Recently a discussion about performance of system involving a high rate
of kfree_rcu() calls surfaced on the list [1] which led to another
discussion how to prepare for this situation.

This patch adds basic batching support for kfree_rcu. It is "basic"
because we do none of the slab management, dynamic allocation, code
moving or any of the other things, some of which previous attempts did
[2]. These fancier improvements can be follow-up patches and there are
several ideas being experimented in those regards.

Torture tests follow in the next patch and show improvements of around
~13% with continuous flooding of kfree_rcu() calls on a 16 CPU system.

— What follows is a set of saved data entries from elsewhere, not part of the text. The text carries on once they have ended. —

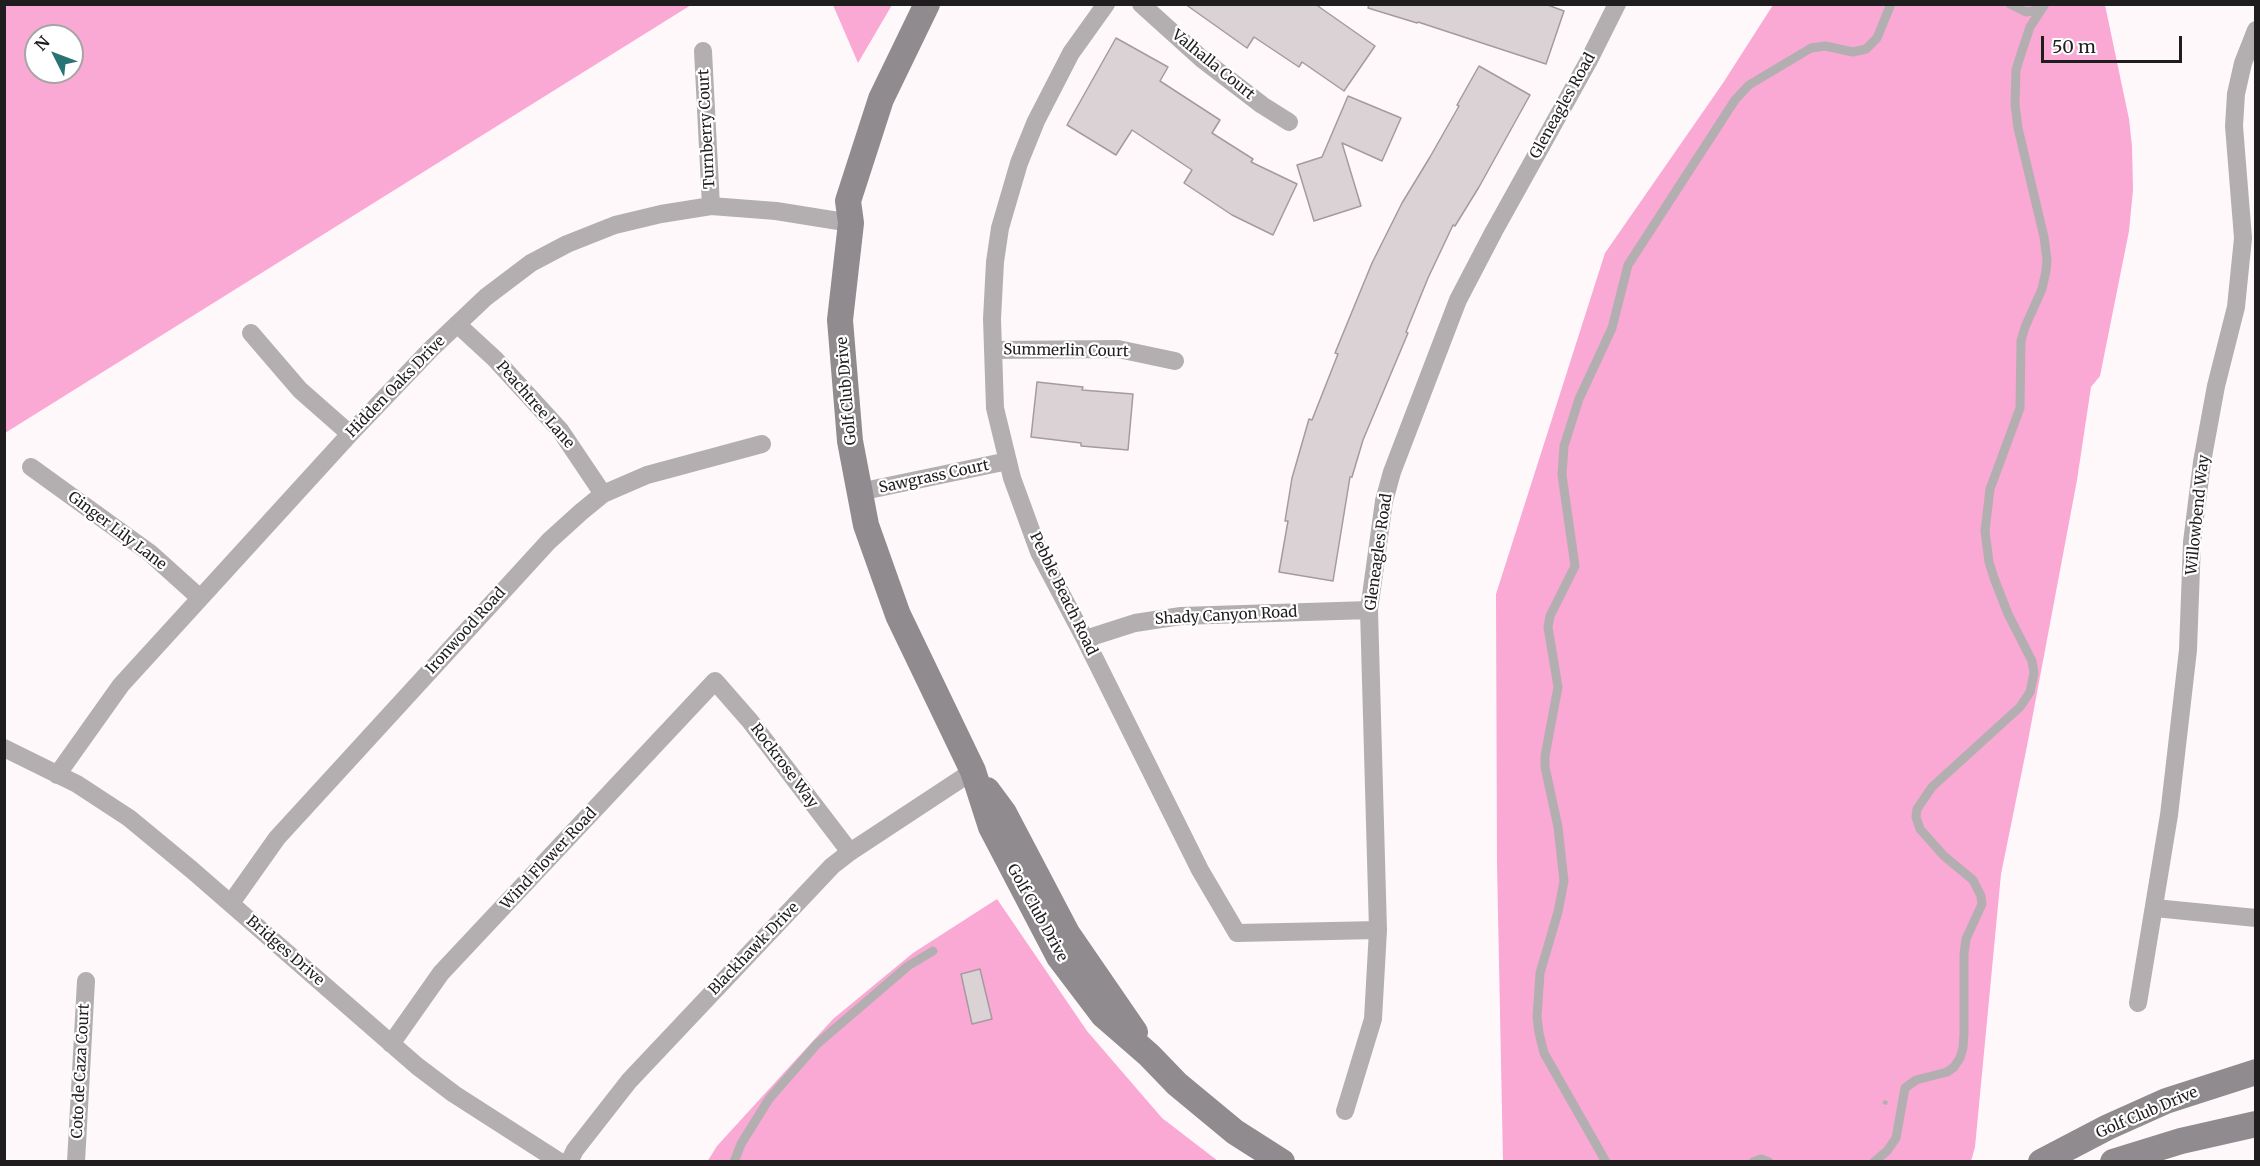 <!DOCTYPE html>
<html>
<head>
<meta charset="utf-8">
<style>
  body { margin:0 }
  #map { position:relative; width:2260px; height:1166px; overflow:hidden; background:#fff8fb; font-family:Merriweather,serif }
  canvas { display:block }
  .frame { position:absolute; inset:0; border:6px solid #201d1f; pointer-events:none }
  .north { position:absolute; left:24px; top:24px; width:60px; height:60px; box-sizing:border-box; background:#fff; border:2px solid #a6a5a5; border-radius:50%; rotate:312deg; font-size:16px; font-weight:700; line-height:24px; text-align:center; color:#201d1f }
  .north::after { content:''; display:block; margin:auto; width:21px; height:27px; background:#297374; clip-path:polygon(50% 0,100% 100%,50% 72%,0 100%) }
  .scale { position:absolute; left:2041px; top:36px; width:141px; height:27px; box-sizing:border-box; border:3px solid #201d1f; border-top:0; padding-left:8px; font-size:18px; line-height:21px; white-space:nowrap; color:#201d1f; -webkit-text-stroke:4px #fff; paint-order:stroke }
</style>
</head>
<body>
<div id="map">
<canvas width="2260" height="1166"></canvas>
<div class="frame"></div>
<div class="north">N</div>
<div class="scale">50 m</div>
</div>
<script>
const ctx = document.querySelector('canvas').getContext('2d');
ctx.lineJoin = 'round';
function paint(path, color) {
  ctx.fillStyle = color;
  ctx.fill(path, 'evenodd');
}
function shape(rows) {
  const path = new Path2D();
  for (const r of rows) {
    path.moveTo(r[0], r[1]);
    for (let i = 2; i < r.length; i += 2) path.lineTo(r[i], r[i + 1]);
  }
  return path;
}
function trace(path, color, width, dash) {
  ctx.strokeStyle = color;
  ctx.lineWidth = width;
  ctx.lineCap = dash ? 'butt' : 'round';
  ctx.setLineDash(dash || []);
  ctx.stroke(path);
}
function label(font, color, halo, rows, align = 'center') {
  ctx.font = font + ' Merriweather,serif';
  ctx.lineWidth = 4.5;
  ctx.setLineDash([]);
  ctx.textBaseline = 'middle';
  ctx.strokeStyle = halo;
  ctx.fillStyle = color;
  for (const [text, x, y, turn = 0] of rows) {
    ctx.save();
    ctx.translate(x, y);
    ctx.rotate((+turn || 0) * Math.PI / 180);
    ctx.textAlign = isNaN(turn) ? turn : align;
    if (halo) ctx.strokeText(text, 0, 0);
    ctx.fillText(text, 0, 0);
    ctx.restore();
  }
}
const green = shape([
  [5,4,691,4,691,5,5,433],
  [36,36,72,36,72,72,36,72],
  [833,5,892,5,858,63],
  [1773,5,2105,5,2129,119,2132,146,2133,190,2129,231,2100,376,2091,387,2077,480,2027,746,2001,874,1975,1147,1971,1161,1503,1161,1497,864,1496,594,1605,253,1723,83],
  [997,899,1087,1031,1162,1118,1218,1161,707,1162,717,1146,833,1019,913,953]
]);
const building = shape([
  [1185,4,1315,4,1375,46,1344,91,1302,62,1299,67,1254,37,1247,48,1185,4],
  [1369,4,1545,4,1564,11,1546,64,1418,22,1417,23,1368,8,1369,4],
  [1116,38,1168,67,1160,81,1220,120,1212,133,1253,159,1251,162,1297,184,1273,235,1232,215,1184,183,1192,170,1132,130,1116,155,1067,125,1116,38],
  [1479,66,1530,95,1479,187,1455,226,1453,225,1428,278,1406,332,1408,333,1363,440,1352,477,1350,477,1333,581,1279,572,1288,521,1285,521,1292,478,1309,419,1312,420,1338,354,1335,353,1372,263,1402,203,1430,157,1459,106,1457,105,1479,66],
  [1348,96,1401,118,1382,161,1342,143,1361,206,1314,221,1297,165,1322,157,1348,96],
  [1037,382,1083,387,1082,390,1133,394,1128,450,1081,446,1081,443,1031,437,1037,382],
  [980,969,992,1019,972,1024,961,974,980,969]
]);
const path = shape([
  [1883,1102,1891,1104]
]);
const lane = shape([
  [2010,4,2026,12,2033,11,2043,5],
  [734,1162,741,1144,769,1099,817,1044,908,966,933,951],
  [1606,1162,1544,1053,1539,1033,1537,1017,1540,973,1558,912,1564,881,1558,827,1545,767,1545,756,1558,687,1548,627,1550,616,1575,566,1562,475,1564,446,1579,399,1612,328,1628,265,1735,100,1749,85,1811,48,1825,46,1853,52,1866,49,1877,38,1891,4],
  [1753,1162,1761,1159,1769,1162],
  [1874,1162,1887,1151,1896,1138,1905,1088,1916,1080,1947,1072,1954,1067,1960,1058,1963,1048,1964,1033,1964,954,1966,939,1982,904,1981,896,1973,880,1944,856,1920,829,1916,817,1917,809,1932,787,2020,707,2030,692,2034,673,2032,661,2008,614,1994,578,1989,562,1985,531,1990,489,2020,408,2021,341,2025,327,2042,289,2046,271,2047,260,2044,237,2018,128,2015,104,2016,70,2020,57,2030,27,2045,4]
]);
const street = shape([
  [1106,4,1071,53,1036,121,1019,163,1000,228,995,262,992,319,995,408,1012,478,1039,552,1085,639,1200,870,1237,933,1378,930],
  [1141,4,1202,59,1262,105,1289,122],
  [703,51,711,206],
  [457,324,495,359,560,430,603,494],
  [251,333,300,390,350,434],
  [993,350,1118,349,1175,361],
  [31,467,150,553,200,598],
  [859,492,1008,461],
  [1085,639,1135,623,1181,616,1369,610],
  [4,748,77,784,129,818,192,870,417,1066,454,1094,560,1162],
  [57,775,121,685,350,434,431,349,486,297,531,263,567,244,615,225,661,214,711,206,776,211,851,223],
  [231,903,277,838,549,541,581,512,603,494,647,475,762,444],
  [2155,908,2256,918],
  [2138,1003,2169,815,2188,650,2192,542,2202,462,2216,386,2236,307,2243,238,2234,126,2236,94,2243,63,2256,30],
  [391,1044,441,973,715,681,750,721,850,852],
  [1345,1111,1373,1019,1378,930,1369,610,1384,501,1392,472,1458,300,1494,231,1588,62,1617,4],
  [76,1162,86,981],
  [569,1162,575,1150,629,1081,832,866,850,852,973,771]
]);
const secondary = shape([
  [927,4,881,99,848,201,851,223,840,320,850,441,866,525,898,615,973,771,991,827,1059,957,1103,1015,1149,1055,1177,1084,1235,1132,1282,1162],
  [987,790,1004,813,1067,933,1135,1032],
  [2041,1162,2108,1127,2166,1101,2256,1072],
  [2113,1162,2181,1141,2256,1124]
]);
const streetNames = [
  ["Valhalla Court",1213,65,39],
  ["Gleneagles Road",1563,106,-61],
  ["Turnberry Court",707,129,-93],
  ["Summerlin Court",1066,351,1],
  ["Hidden Oaks Drive",396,387,-46],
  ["Golf Club Drive",847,391,-95],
  ["Peachtree Lane",535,405,49],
  ["Sawgrass Court",934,477,-12],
  ["Willowbend Way",2198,515,-84],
  ["Ginger Lily Lane",117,531,37],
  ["Gleneagles Road",1379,552,-82],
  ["Pebble Beach Road",1063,594,64],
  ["Shady Canyon Road",1226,616,-3],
  ["Ironwood Road",466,631,-48],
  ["Rockrose Way",784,766,53],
  ["Wind Flower Road",549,859,-47],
  ["Golf Club Drive",1037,913,61],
  ["Blackhawk Drive",754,949,-46],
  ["Bridges Drive",285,951,41],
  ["Coto de Caza Court",81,1071,-87],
  ["Golf Club Drive",2147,1113,-23]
];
paint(green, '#f9a9d4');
paint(building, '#dbd2d6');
trace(building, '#a49b9f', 1.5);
trace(path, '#b4aeb1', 4, [4.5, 4.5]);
trace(lane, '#b3afb1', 9);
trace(street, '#b3afb1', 18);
trace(secondary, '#908b8e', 26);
label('15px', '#201d1f', '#fff', streetNames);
</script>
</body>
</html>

[1] http://lore.kernel.org/lkml/[email protected]
[2] https://lkml.org/lkml/2017/12/19/824

This is an effort just to start simple, and build up from there.

Cc: Rao Shoaib <[email protected]>
Cc: [email protected]
Cc: [email protected]
Cc: [email protected]
Cc: [email protected]
Co-developed-by: Byungchul Park <[email protected]>
Signed-off-by: Byungchul Park <[email protected]>
Signed-off-by: Joel Fernandes (Google) <[email protected]>
---
 kernel/rcu/tree.c | 198 ++++++++++++++++++++++++++++++++++++++++++++--
 1 file changed, 193 insertions(+), 5 deletions(-)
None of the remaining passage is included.